* What you have to do
Restate word for word the entries below, starting with the line with "const ctx = document.querySelector('canvas').getContext('2d');" and continuing through the line with "ctx.stroke(path);". Include both of those lines and no others.

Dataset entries
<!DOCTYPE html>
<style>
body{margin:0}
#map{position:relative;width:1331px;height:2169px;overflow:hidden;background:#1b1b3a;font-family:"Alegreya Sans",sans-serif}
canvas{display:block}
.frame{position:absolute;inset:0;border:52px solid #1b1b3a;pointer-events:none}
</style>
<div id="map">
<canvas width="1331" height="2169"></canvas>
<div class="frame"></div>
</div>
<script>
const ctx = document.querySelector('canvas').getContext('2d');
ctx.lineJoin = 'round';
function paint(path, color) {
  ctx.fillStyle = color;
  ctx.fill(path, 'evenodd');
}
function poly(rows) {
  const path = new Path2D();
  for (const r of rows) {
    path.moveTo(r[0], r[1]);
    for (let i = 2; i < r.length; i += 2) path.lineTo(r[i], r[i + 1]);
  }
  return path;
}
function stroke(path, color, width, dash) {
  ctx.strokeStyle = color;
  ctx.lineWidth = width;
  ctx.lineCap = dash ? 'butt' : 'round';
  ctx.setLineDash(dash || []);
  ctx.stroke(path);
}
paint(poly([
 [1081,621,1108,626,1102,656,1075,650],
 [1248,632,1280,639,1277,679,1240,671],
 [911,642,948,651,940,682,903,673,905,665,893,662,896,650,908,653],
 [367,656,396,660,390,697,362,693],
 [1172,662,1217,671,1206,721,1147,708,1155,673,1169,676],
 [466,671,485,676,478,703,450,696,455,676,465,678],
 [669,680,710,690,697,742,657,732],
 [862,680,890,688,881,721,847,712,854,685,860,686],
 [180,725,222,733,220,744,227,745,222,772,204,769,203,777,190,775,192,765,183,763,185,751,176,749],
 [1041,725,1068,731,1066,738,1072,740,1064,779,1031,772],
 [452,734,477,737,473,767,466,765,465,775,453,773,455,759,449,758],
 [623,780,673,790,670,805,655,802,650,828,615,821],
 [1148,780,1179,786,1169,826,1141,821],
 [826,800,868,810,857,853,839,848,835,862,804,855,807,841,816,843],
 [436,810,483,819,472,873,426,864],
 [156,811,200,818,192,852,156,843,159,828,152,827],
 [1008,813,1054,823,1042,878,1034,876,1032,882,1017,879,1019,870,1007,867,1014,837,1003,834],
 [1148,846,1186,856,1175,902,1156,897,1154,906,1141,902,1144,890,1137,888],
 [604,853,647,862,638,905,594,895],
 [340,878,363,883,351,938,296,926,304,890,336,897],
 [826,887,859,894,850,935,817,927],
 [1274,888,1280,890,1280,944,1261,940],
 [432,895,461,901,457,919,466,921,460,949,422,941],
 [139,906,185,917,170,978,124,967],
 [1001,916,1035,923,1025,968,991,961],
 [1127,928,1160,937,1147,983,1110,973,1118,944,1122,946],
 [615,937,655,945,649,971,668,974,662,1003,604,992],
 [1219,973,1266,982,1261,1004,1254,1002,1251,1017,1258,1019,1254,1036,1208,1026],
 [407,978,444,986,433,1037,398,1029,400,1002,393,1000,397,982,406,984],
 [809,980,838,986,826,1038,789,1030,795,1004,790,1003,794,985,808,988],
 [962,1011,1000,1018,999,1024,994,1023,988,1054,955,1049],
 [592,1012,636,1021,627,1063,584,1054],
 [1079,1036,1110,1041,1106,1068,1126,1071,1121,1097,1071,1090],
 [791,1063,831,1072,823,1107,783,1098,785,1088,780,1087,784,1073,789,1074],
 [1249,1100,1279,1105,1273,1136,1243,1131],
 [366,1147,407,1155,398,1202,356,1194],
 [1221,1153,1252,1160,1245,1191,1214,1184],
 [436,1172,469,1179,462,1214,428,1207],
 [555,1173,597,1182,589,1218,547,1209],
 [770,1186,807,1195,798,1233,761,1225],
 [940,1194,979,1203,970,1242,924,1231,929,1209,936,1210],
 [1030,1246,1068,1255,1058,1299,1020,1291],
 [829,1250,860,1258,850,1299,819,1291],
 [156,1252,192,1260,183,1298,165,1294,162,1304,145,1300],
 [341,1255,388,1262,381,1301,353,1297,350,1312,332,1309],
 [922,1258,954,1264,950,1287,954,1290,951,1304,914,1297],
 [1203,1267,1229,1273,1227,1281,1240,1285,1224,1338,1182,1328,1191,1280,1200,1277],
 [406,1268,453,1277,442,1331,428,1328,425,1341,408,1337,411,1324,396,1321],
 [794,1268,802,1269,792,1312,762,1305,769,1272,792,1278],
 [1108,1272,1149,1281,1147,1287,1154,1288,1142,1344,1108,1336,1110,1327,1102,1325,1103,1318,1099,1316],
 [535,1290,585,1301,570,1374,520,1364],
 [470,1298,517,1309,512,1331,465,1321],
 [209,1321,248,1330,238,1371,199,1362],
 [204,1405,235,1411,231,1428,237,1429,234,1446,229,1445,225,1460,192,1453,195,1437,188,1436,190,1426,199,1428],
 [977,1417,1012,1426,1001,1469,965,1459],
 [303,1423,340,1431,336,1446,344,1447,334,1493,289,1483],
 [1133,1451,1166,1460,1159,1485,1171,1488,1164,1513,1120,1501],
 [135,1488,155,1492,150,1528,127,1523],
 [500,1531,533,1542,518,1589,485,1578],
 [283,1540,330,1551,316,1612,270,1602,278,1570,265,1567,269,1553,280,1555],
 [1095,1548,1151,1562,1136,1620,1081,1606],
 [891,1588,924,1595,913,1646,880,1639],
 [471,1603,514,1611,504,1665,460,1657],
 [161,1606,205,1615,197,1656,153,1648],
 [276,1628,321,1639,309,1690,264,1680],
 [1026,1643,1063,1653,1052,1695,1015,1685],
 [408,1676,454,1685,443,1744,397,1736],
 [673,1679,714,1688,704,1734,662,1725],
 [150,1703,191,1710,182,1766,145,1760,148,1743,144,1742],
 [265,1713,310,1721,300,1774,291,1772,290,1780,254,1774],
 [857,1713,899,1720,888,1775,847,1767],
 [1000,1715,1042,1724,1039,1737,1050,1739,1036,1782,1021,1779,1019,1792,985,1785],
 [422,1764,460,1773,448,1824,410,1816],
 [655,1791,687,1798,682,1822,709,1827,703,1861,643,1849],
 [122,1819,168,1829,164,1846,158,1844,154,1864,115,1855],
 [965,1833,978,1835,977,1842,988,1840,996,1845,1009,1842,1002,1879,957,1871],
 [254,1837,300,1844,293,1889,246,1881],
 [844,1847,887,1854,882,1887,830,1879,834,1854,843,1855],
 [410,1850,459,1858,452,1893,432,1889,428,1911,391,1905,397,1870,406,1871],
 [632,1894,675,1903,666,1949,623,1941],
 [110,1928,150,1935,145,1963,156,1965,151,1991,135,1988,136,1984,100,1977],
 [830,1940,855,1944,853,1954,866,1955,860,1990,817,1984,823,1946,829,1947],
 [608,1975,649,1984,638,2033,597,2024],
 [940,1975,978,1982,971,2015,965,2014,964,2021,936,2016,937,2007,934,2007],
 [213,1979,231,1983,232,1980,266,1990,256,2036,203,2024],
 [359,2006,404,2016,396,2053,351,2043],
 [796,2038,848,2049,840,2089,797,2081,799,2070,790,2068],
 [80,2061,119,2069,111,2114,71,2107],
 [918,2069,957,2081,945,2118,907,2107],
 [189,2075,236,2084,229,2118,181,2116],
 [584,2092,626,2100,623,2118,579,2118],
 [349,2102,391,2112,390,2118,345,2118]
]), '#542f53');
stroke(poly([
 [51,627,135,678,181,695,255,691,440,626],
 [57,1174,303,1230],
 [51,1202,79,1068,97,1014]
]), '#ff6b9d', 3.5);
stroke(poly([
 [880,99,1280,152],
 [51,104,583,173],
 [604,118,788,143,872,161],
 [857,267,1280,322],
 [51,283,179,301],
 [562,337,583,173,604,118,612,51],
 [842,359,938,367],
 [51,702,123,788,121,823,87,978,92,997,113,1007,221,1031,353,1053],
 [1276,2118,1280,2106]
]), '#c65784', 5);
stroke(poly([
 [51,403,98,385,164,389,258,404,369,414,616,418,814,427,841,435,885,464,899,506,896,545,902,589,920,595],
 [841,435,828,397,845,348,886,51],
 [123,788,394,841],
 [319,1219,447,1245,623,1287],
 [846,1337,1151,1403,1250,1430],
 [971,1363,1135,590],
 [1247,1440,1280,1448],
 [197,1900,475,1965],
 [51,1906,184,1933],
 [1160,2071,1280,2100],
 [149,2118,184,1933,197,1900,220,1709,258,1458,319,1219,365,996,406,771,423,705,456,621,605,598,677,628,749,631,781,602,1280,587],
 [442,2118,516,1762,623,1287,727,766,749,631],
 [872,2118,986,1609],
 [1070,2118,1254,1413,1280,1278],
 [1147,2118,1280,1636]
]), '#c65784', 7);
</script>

* Answer below
const ctx = document.querySelector('canvas').getContext('2d');
ctx.lineJoin = 'round';
function paint(path, color) {
  ctx.fillStyle = color;
  ctx.fill(path, 'evenodd');
}
function poly(rows) {
  const path = new Path2D();
  for (const r of rows) {
    path.moveTo(r[0], r[1]);
    for (let i = 2; i < r.length; i += 2) path.lineTo(r[i], r[i + 1]);
  }
  return path;
}
function stroke(path, color, width, dash) {
  ctx.strokeStyle = color;
  ctx.lineWidth = width;
  ctx.lineCap = dash ? 'butt' : 'round';
  ctx.setLineDash(dash || []);
  ctx.stroke(path);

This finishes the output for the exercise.